Items from a data source:
---+---

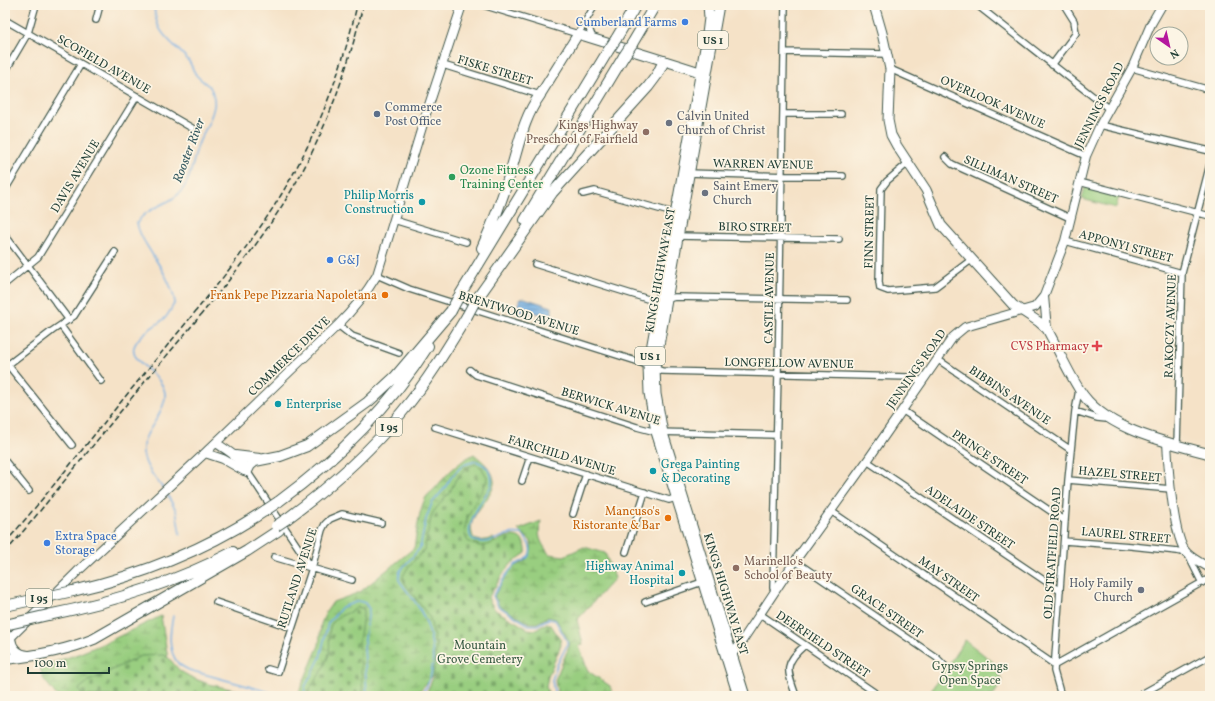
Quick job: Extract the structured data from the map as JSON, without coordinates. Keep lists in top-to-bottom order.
{
  "streets": {
    "highway": ["I 95"],
    "main road": ["US 1", "KINGS HIGHWAY EAST"],
    "street": [
      "SCOFIELD AVENUE",
      "FISKE STREET",
      "OVERLOOK AVENUE",
      "JENNINGS ROAD",
      "WARREN AVENUE",
      "DAVIS AVENUE",
      "SILLIMAN STREET",
      "BIRO STREET",
      "FINN STREET",
      "APPONYI STREET",
      "CASTLE AVENUE",
      "BRENTWOOD AVENUE",
      "RAKOCZY AVENUE",
      "COMMERCE DRIVE",
      "LONGFELLOW AVENUE",
      "BIBBINS AVENUE",
      "BERWICK AVENUE",
      "FAIRCHILD AVENUE",
      "PRINCE STREET",
      "HAZEL STREET",
      "ADELAIDE STREET",
      "LAUREL STREET",
      "OLD STRATFIELD ROAD",
      "RUTLAND AVENUE",
      "MAY STREET",
      "GRACE STREET",
      "DEERFIELD STREET"
    ]
  },
  "crossings": [
    ["SCOFIELD AVENUE", "DAVIS AVENUE"],
    ["FISKE STREET", "COMMERCE DRIVE"],
    ["OVERLOOK AVENUE", "JENNINGS ROAD"],
    ["JENNINGS ROAD", "SILLIMAN STREET"],
    ["JENNINGS ROAD", "APPONYI STREET"],
    ["JENNINGS ROAD", "KINGS HIGHWAY EAST"],
    ["JENNINGS ROAD", "CASTLE AVENUE"],
    ["JENNINGS ROAD", "LONGFELLOW AVENUE"],
    ["JENNINGS ROAD", "BIBBINS AVENUE"],
    ["JENNINGS ROAD", "PRINCE STREET"],
    ["JENNINGS ROAD", "ADELAIDE STREET"],
    ["JENNINGS ROAD", "MAY STREET"],
    ["JENNINGS ROAD", "GRACE STREET"],
    ["JENNINGS ROAD", "DEERFIELD STREET"],
    ["WARREN AVENUE", "KINGS HIGHWAY EAST"],
    ["WARREN AVENUE", "CASTLE AVENUE"],
    ["BIRO STREET", "KINGS HIGHWAY EAST"],
    ["BIRO STREET", "CASTLE AVENUE"],
    ["APPONYI STREET", "RAKOCZY AVENUE"],
    ["KINGS HIGHWAY EAST", "BRENTWOOD AVENUE"],
    ["KINGS HIGHWAY EAST", "LONGFELLOW AVENUE"],
    ["KINGS HIGHWAY EAST", "BERWICK AVENUE"],
    ["KINGS HIGHWAY EAST", "FAIRCHILD AVENUE"],
    ["CASTLE AVENUE", "LONGFELLOW AVENUE"],
    ["CASTLE AVENUE", "BERWICK AVENUE"],
    ["BRENTWOOD AVENUE", "COMMERCE DRIVE"],
    ["BRENTWOOD AVENUE", "LONGFELLOW AVENUE"],
    ["BIBBINS AVENUE", "OLD STRATFIELD ROAD"],
    ["PRINCE STREET", "OLD STRATFIELD ROAD"],
    ["HAZEL STREET", "OLD STRATFIELD ROAD"],
    ["ADELAIDE STREET", "OLD STRATFIELD ROAD"],
    ["LAUREL STREET", "OLD STRATFIELD ROAD"],
    ["OLD STRATFIELD ROAD", "MAY STREET"]
  ],
  "water": ["Rooster River"],
  "parks": ["Mountain Grove Cemetery", "Gypsy Springs Open Space"],
  "places": {
    "other": [
      "Cumberland Farms",
      "Commerce Post Office",
      "Calvin United Church of Christ",
      "Kings Highway Preschool of Fairfield",
      "Ozone Fitness Training Center",
      "Saint Emery Church",
      "Philip Morris Construction",
      "G&J",
      "Frank Pepe Pizzaria Napoletana",
      "Enterprise",
      "Grega Painting & Decorating",
      "Mancuso's Ristorante & Bar",
      "Extra Space Storage",
      "Marinello's School of Beauty",
      "Highway Animal Hospital",
      "Holy Family Church"
    ],
    "health": ["CVS Pharmacy"]
  },
  "scale_bar": "100 m",
  "north": "bottom right"
}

---+---

_TASK INSTRUCTIONS:_
Restate each line above exactly, keeping pictures out.

_EXERCISE RESPONSE:_
Quick job: Extract the structured data from the map as JSON, without coordinates. Keep lists in top-to-bottom order.
{
  "streets": {
    "highway": ["I 95"],
    "main road": ["US 1", "KINGS HIGHWAY EAST"],
    "street": [
      "SCOFIELD AVENUE",
      "FISKE STREET",
      "OVERLOOK AVENUE",
      "JENNINGS ROAD",
      "WARREN AVENUE",
      "DAVIS AVENUE",
      "SILLIMAN STREET",
      "BIRO STREET",
      "FINN STREET",
      "APPONYI STREET",
      "CASTLE AVENUE",
      "BRENTWOOD AVENUE",
      "RAKOCZY AVENUE",
      "COMMERCE DRIVE",
      "LONGFELLOW AVENUE",
      "BIBBINS AVENUE",
      "BERWICK AVENUE",
      "FAIRCHILD AVENUE",
      "PRINCE STREET",
      "HAZEL STREET",
      "ADELAIDE STREET",
      "LAUREL STREET",
      "OLD STRATFIELD ROAD",
      "RUTLAND AVENUE",
      "MAY STREET",
      "GRACE STREET",
      "DEERFIELD STREET"
    ]
  },
  "crossings": [
    ["SCOFIELD AVENUE", "DAVIS AVENUE"],
    ["FISKE STREET", "COMMERCE DRIVE"],
    ["OVERLOOK AVENUE", "JENNINGS ROAD"],
    ["JENNINGS ROAD", "SILLIMAN STREET"],
    ["JENNINGS ROAD", "APPONYI STREET"],
    ["JENNINGS ROAD", "KINGS HIGHWAY EAST"],
    ["JENNINGS ROAD", "CASTLE AVENUE"],
    ["JENNINGS ROAD", "LONGFELLOW AVENUE"],
    ["JENNINGS ROAD", "BIBBINS AVENUE"],
    ["JENNINGS ROAD", "PRINCE STREET"],
    ["JENNINGS ROAD", "ADELAIDE STREET"],
    ["JENNINGS ROAD", "MAY STREET"],
    ["JENNINGS ROAD", "GRACE STREET"],
    ["JENNINGS ROAD", "DEERFIELD STREET"],
    ["WARREN AVENUE", "KINGS HIGHWAY EAST"],
    ["WARREN AVENUE", "CASTLE AVENUE"],
    ["BIRO STREET", "KINGS HIGHWAY EAST"],
    ["BIRO STREET", "CASTLE AVENUE"],
    ["APPONYI STREET", "RAKOCZY AVENUE"],
    ["KINGS HIGHWAY EAST", "BRENTWOOD AVENUE"],
    ["KINGS HIGHWAY EAST", "LONGFELLOW AVENUE"],
    ["KINGS HIGHWAY EAST", "BERWICK AVENUE"],
    ["KINGS HIGHWAY EAST", "FAIRCHILD AVENUE"],
    ["CASTLE AVENUE", "LONGFELLOW AVENUE"],
    ["CASTLE AVENUE", "BERWICK AVENUE"],
    ["BRENTWOOD AVENUE", "COMMERCE DRIVE"],
    ["BRENTWOOD AVENUE", "LONGFELLOW AVENUE"],
    ["BIBBINS AVENUE", "OLD STRATFIELD ROAD"],
    ["PRINCE STREET", "OLD STRATFIELD ROAD"],
    ["HAZEL STREET", "OLD STRATFIELD ROAD"],
    ["ADELAIDE STREET", "OLD STRATFIELD ROAD"],
    ["LAUREL STREET", "OLD STRATFIELD ROAD"],
    ["OLD STRATFIELD ROAD", "MAY STREET"]
  ],
  "water": ["Rooster River"],
  "parks": ["Mountain Grove Cemetery", "Gypsy Springs Open Space"],
  "places": {
    "other": [
      "Cumberland Farms",
      "Commerce Post Office",
      "Calvin United Church of Christ",
      "Kings Highway Preschool of Fairfield",
      "Ozone Fitness Training Center",
      "Saint Emery Church",
      "Philip Morris Construction",
      "G&J",
      "Frank Pepe Pizzaria Napoletana",
      "Enterprise",
      "Grega Painting & Decorating",
      "Mancuso's Ristorante & Bar",
      "Extra Space Storage",
      "Marinello's School of Beauty",
      "Highway Animal Hospital",
      "Holy Family Church"
    ],
    "health": ["CVS Pharmacy"]
  },
  "scale_bar": "100 m",
  "north": "bottom right"
}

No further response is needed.